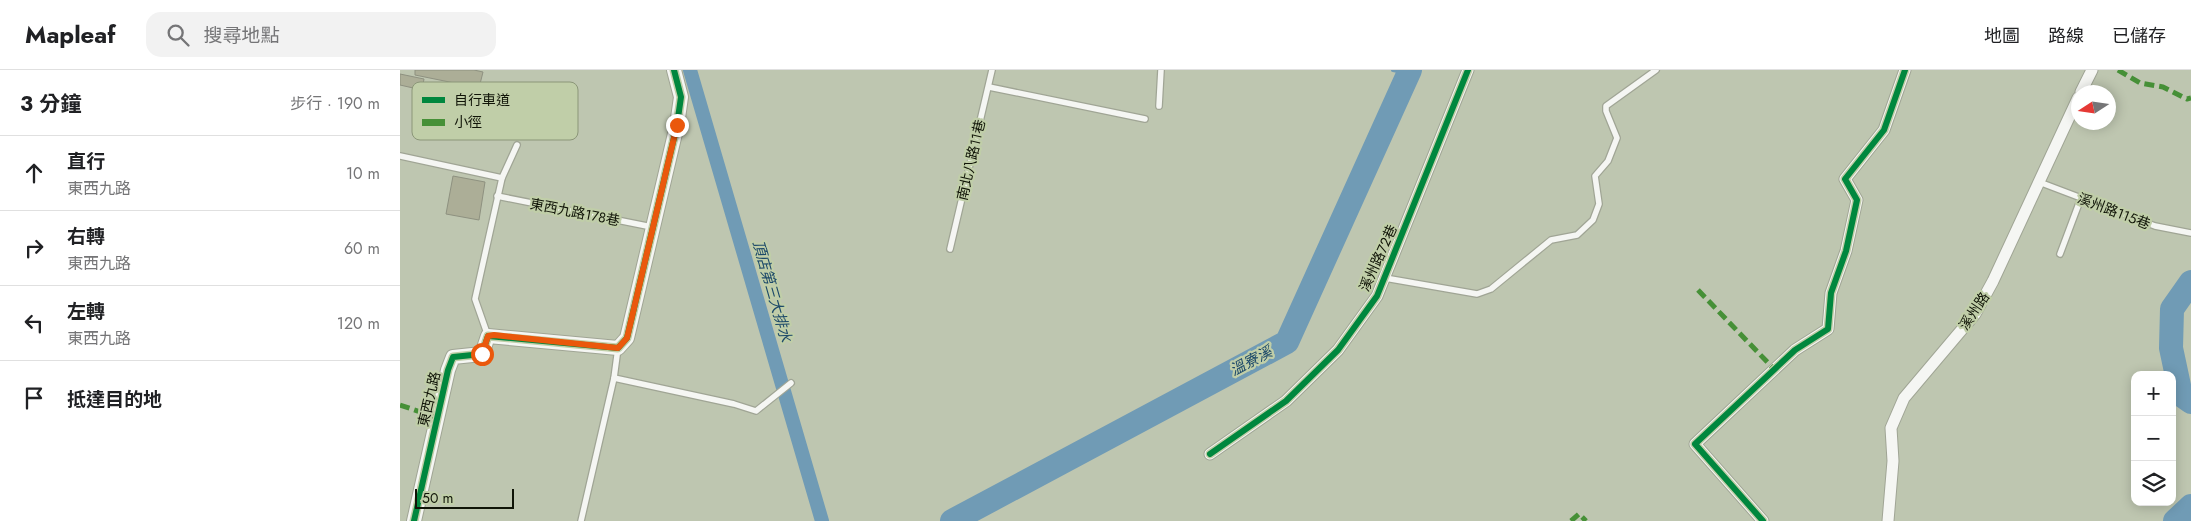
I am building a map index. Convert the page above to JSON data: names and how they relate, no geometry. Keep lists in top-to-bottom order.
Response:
{
  "streets": {
    "street": ["溪州路72巷", "溪州路", "東西九路"],
    "lane": ["南北八路11巷", "溪州路115巷", "東西九路178巷"]
  },
  "crossings": [
    ["溪州路115巷", "溪州路"]
  ],
  "water": ["頂店第三大排水", "溫寮溪"],
  "legend": ["自行車道", "小徑"],
  "scale_bar": "50 m",
  "north": "left",
  "page": {
    "header": "Mapleaf",
    "search": "搜尋地點",
    "nav": ["地圖", "路線", "已儲存"],
    "heading": ["3 分鐘", "步行 · 190 m"],
    "list": [
      ["直行", "東西九路", "10 m"],
      ["右轉", "東西九路", "60 m"],
      ["左轉", "東西九路", "120 m"],
      "抵達目的地"
    ],
    "map_buttons": ["+", "−"],
    "scale": "50 m"
  }
}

- - -

THE TASK
Please copy every record above exactly, but leave the pictures out.

OUTPUT OF THE TASK
I am building a map index. Convert the page above to JSON data: names and how they relate, no geometry. Keep lists in top-to-bottom order.
Response:
{
  "streets": {
    "street": ["溪州路72巷", "溪州路", "東西九路"],
    "lane": ["南北八路11巷", "溪州路115巷", "東西九路178巷"]
  },
  "crossings": [
    ["溪州路115巷", "溪州路"]
  ],
  "water": ["頂店第三大排水", "溫寮溪"],
  "legend": ["自行車道", "小徑"],
  "scale_bar": "50 m",
  "north": "left",
  "page": {
    "header": "Mapleaf",
    "search": "搜尋地點",
    "nav": ["地圖", "路線", "已儲存"],
    "heading": ["3 分鐘", "步行 · 190 m"],
    "list": [
      ["直行", "東西九路", "10 m"],
      ["右轉", "東西九路", "60 m"],
      ["左轉", "東西九路", "120 m"],
      "抵達目的地"
    ],
    "map_buttons": ["+", "−"],
    "scale": "50 m"
  }
}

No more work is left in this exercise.